• **What you should do**
The required answer is an exact copy of the records below, without pictures.

• **Provided data**
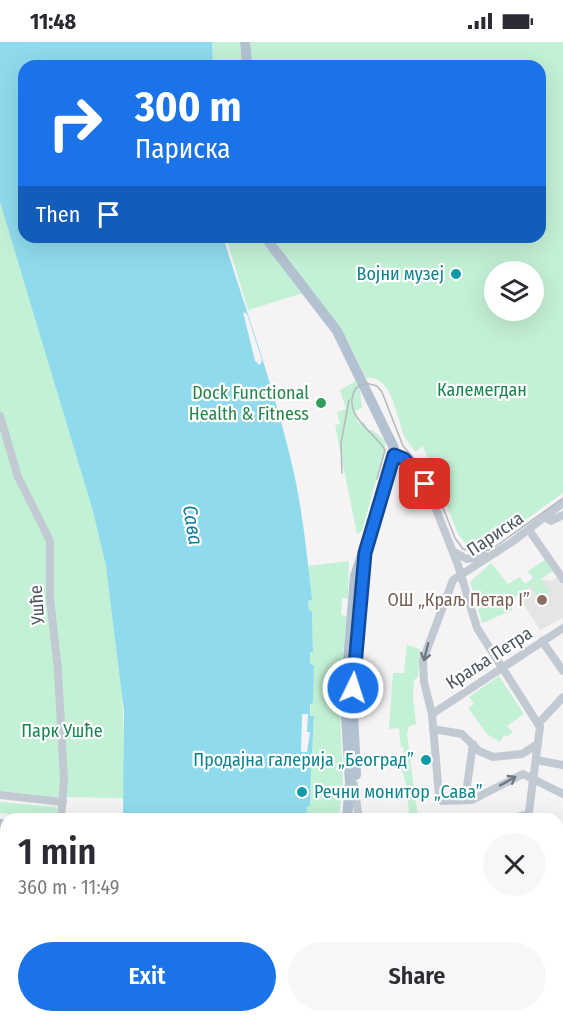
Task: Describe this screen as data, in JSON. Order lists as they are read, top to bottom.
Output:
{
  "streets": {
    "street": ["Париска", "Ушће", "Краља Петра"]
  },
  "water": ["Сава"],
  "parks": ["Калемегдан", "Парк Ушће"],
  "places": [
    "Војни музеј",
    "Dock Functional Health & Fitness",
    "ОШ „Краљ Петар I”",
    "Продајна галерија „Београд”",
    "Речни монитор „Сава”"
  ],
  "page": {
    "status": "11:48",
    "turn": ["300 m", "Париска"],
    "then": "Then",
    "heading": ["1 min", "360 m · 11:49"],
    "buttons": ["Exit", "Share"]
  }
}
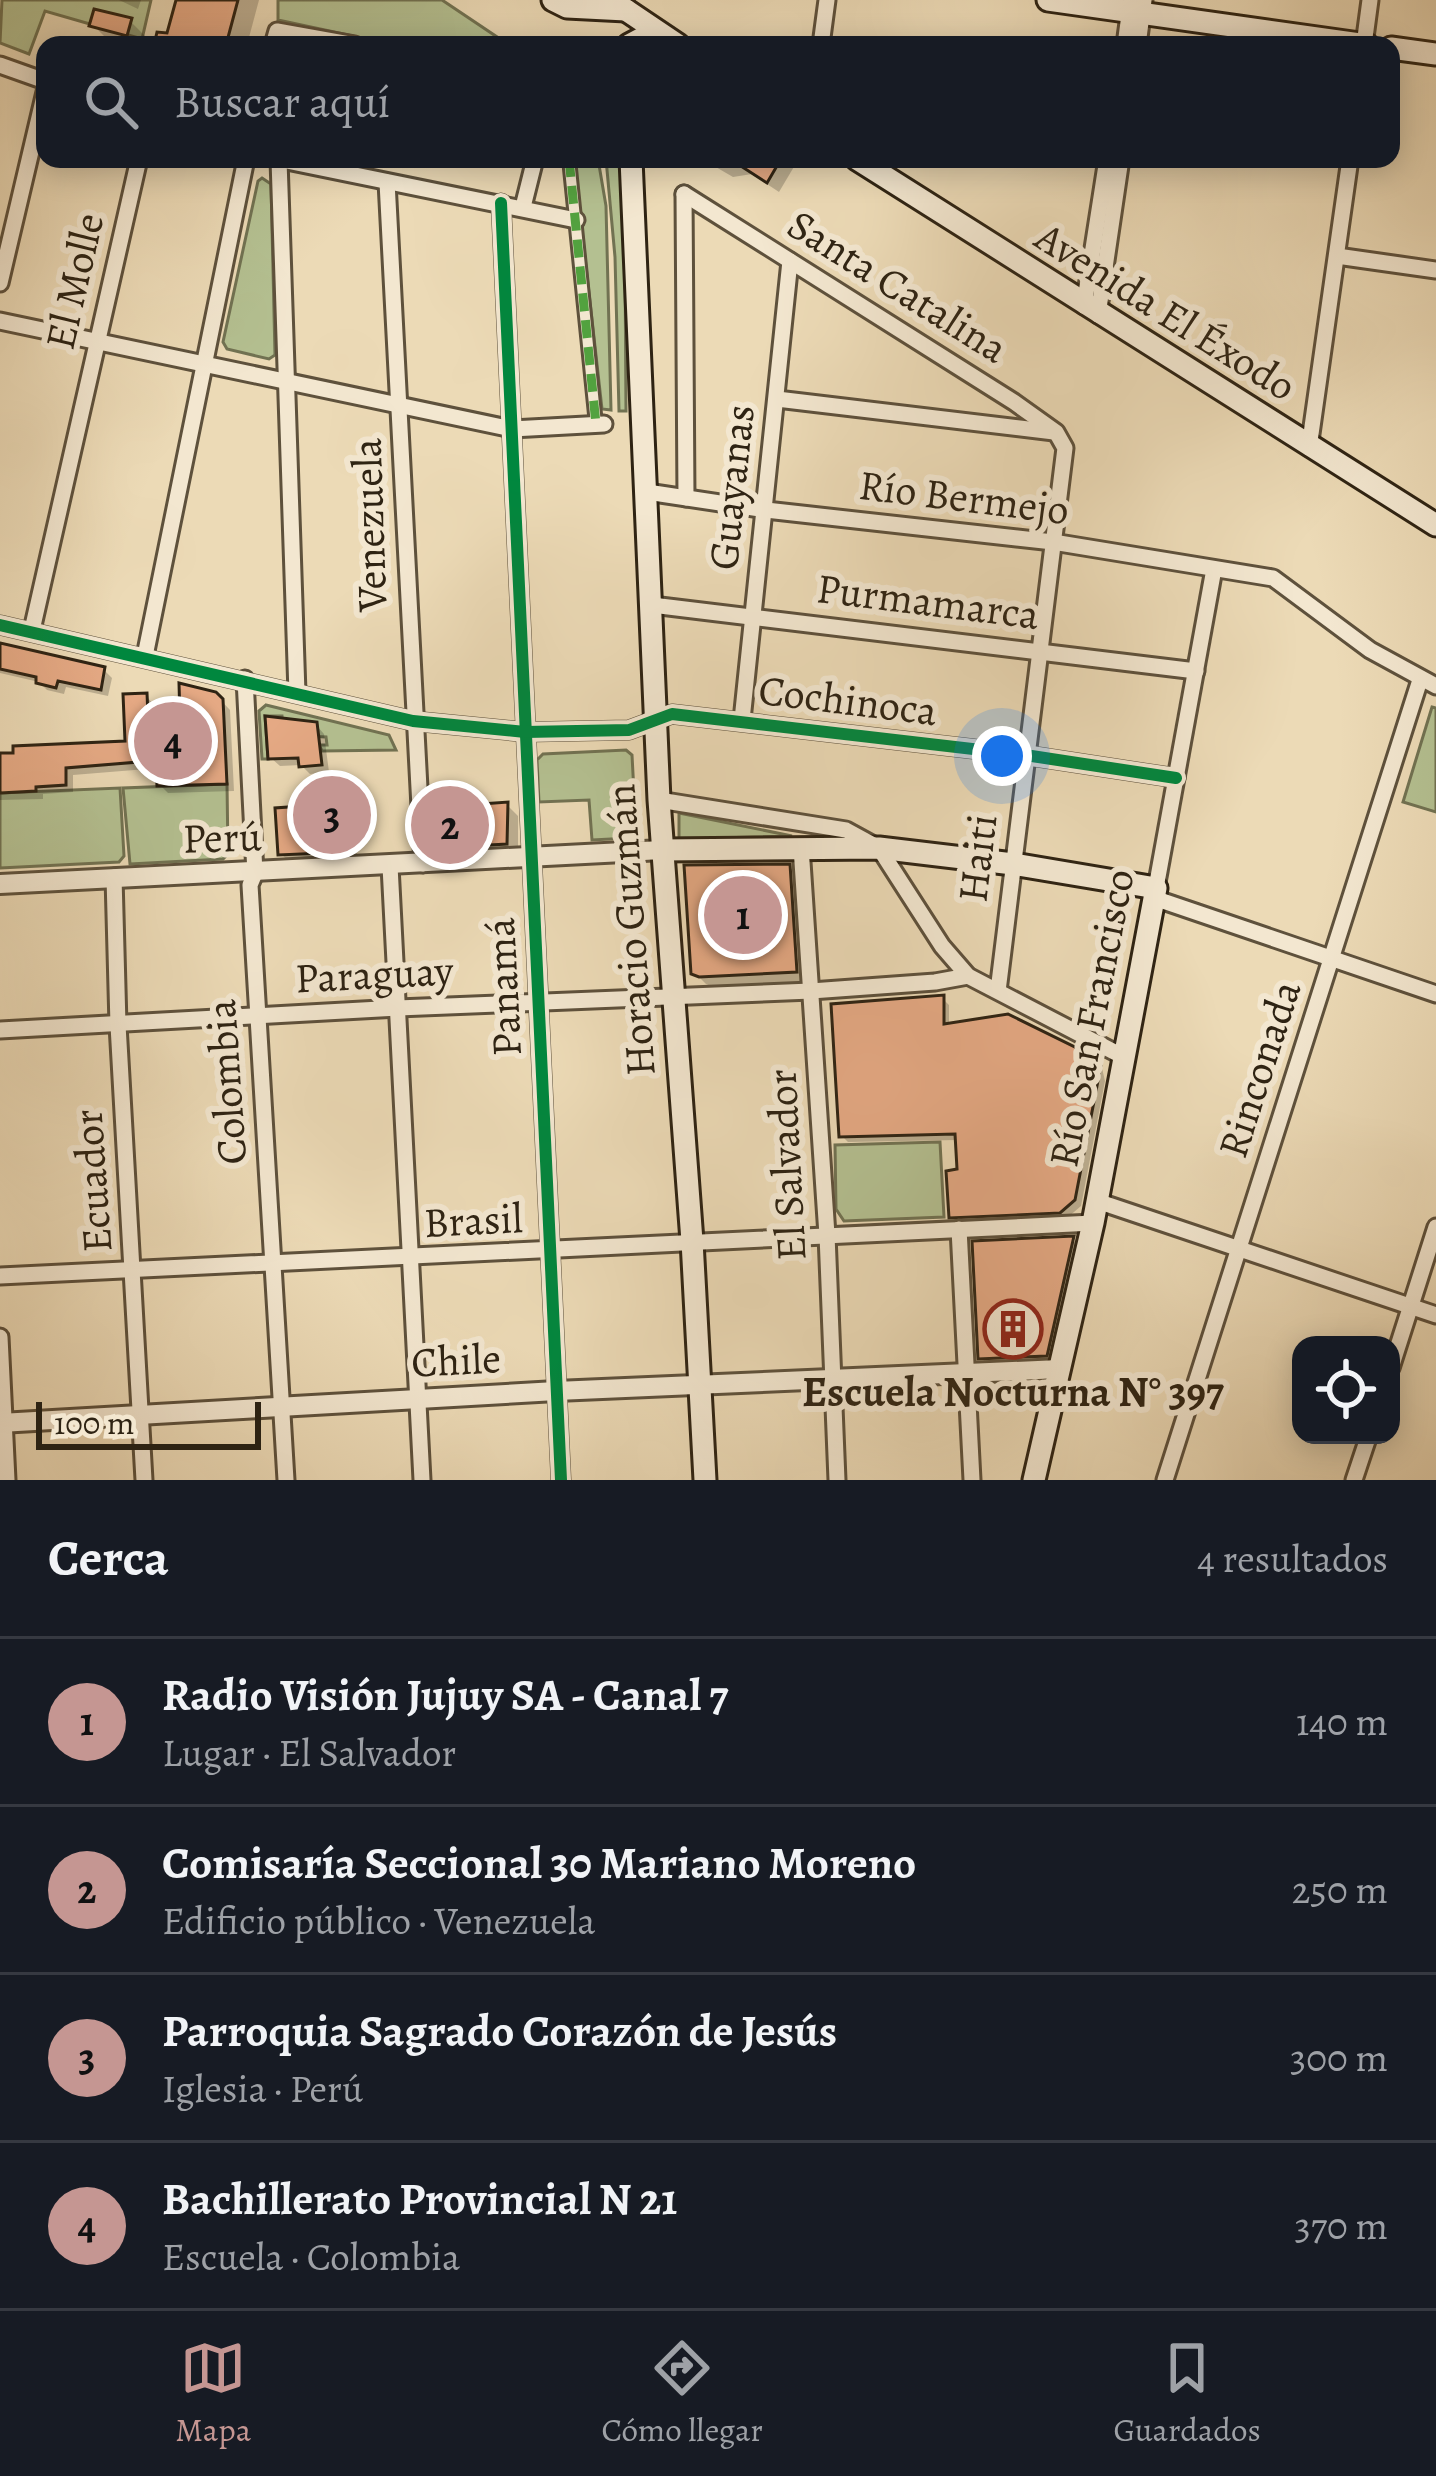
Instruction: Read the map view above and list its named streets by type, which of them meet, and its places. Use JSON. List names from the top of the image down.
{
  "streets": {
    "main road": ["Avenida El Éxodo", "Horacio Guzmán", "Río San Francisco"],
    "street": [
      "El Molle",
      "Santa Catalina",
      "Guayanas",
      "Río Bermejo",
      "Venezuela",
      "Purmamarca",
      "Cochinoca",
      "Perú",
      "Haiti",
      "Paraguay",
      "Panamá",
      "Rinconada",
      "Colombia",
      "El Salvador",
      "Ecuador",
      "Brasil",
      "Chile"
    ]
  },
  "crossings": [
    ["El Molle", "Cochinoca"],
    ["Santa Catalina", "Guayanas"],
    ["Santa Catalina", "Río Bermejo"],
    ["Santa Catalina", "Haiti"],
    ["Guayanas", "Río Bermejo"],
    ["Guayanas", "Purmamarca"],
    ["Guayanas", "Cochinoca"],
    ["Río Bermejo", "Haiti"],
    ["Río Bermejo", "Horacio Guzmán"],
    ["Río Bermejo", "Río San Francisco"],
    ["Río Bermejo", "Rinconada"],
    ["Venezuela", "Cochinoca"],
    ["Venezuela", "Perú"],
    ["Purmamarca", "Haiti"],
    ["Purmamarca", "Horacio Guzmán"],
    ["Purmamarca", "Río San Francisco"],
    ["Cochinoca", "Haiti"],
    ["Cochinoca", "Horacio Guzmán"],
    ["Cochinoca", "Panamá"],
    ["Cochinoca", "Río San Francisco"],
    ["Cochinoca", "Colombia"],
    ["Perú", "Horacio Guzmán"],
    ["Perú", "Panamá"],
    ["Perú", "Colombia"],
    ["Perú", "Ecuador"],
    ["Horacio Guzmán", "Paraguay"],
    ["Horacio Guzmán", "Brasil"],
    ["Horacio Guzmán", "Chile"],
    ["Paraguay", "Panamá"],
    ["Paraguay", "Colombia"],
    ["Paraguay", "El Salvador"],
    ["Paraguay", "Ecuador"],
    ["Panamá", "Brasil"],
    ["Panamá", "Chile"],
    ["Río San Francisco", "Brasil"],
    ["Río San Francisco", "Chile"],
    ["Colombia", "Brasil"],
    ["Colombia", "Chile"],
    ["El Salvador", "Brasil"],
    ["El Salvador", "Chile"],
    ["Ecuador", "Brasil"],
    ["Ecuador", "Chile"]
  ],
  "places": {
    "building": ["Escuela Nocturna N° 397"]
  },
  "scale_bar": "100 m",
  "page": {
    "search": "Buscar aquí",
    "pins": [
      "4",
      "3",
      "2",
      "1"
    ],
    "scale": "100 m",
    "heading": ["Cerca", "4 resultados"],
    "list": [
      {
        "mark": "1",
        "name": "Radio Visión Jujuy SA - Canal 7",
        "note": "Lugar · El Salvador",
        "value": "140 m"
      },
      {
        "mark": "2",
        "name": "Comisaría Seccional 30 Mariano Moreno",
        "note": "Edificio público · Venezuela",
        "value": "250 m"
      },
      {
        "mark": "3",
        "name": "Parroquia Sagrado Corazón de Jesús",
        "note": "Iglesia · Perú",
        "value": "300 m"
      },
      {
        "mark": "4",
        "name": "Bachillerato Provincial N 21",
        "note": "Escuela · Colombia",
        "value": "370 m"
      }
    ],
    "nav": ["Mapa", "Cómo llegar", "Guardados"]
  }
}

• **Output below**
Task: Describe this screen as data, in JSON. Order lists as they are read, top to bottom.
Output:
{
  "streets": {
    "street": ["Париска", "Ушће", "Краља Петра"]
  },
  "water": ["Сава"],
  "parks": ["Калемегдан", "Парк Ушће"],
  "places": [
    "Војни музеј",
    "Dock Functional Health & Fitness",
    "ОШ „Краљ Петар I”",
    "Продајна галерија „Београд”",
    "Речни монитор „Сава”"
  ],
  "page": {
    "status": "11:48",
    "turn": ["300 m", "Париска"],
    "then": "Then",
    "heading": ["1 min", "360 m · 11:49"],
    "buttons": ["Exit", "Share"]
  }
}
Instruction: Read the map view above and list its named streets by type, which of them meet, and its places. Use JSON. List names from the top of the image down.
{
  "streets": {
    "main road": ["Avenida El Éxodo", "Horacio Guzmán", "Río San Francisco"],
    "street": [
      "El Molle",
      "Santa Catalina",
      "Guayanas",
      "Río Bermejo",
      "Venezuela",
      "Purmamarca",
      "Cochinoca",
      "Perú",
      "Haiti",
      "Paraguay",
      "Panamá",
      "Rinconada",
      "Colombia",
      "El Salvador",
      "Ecuador",
      "Brasil",
      "Chile"
    ]
  },
  "crossings": [
    ["El Molle", "Cochinoca"],
    ["Santa Catalina", "Guayanas"],
    ["Santa Catalina", "Río Bermejo"],
    ["Santa Catalina", "Haiti"],
    ["Guayanas", "Río Bermejo"],
    ["Guayanas", "Purmamarca"],
    ["Guayanas", "Cochinoca"],
    ["Río Bermejo", "Haiti"],
    ["Río Bermejo", "Horacio Guzmán"],
    ["Río Bermejo", "Río San Francisco"],
    ["Río Bermejo", "Rinconada"],
    ["Venezuela", "Cochinoca"],
    ["Venezuela", "Perú"],
    ["Purmamarca", "Haiti"],
    ["Purmamarca", "Horacio Guzmán"],
    ["Purmamarca", "Río San Francisco"],
    ["Cochinoca", "Haiti"],
    ["Cochinoca", "Horacio Guzmán"],
    ["Cochinoca", "Panamá"],
    ["Cochinoca", "Río San Francisco"],
    ["Cochinoca", "Colombia"],
    ["Perú", "Horacio Guzmán"],
    ["Perú", "Panamá"],
    ["Perú", "Colombia"],
    ["Perú", "Ecuador"],
    ["Horacio Guzmán", "Paraguay"],
    ["Horacio Guzmán", "Brasil"],
    ["Horacio Guzmán", "Chile"],
    ["Paraguay", "Panamá"],
    ["Paraguay", "Colombia"],
    ["Paraguay", "El Salvador"],
    ["Paraguay", "Ecuador"],
    ["Panamá", "Brasil"],
    ["Panamá", "Chile"],
    ["Río San Francisco", "Brasil"],
    ["Río San Francisco", "Chile"],
    ["Colombia", "Brasil"],
    ["Colombia", "Chile"],
    ["El Salvador", "Brasil"],
    ["El Salvador", "Chile"],
    ["Ecuador", "Brasil"],
    ["Ecuador", "Chile"]
  ],
  "places": {
    "building": ["Escuela Nocturna N° 397"]
  },
  "scale_bar": "100 m",
  "page": {
    "search": "Buscar aquí",
    "pins": [
      "4",
      "3",
      "2",
      "1"
    ],
    "scale": "100 m",
    "heading": ["Cerca", "4 resultados"],
    "list": [
      {
        "mark": "1",
        "name": "Radio Visión Jujuy SA - Canal 7",
        "note": "Lugar · El Salvador",
        "value": "140 m"
      },
      {
        "mark": "2",
        "name": "Comisaría Seccional 30 Mariano Moreno",
        "note": "Edificio público · Venezuela",
        "value": "250 m"
      },
      {
        "mark": "3",
        "name": "Parroquia Sagrado Corazón de Jesús",
        "note": "Iglesia · Perú",
        "value": "300 m"
      },
      {
        "mark": "4",
        "name": "Bachillerato Provincial N 21",
        "note": "Escuela · Colombia",
        "value": "370 m"
      }
    ],
    "nav": ["Mapa", "Cómo llegar", "Guardados"]
  }
}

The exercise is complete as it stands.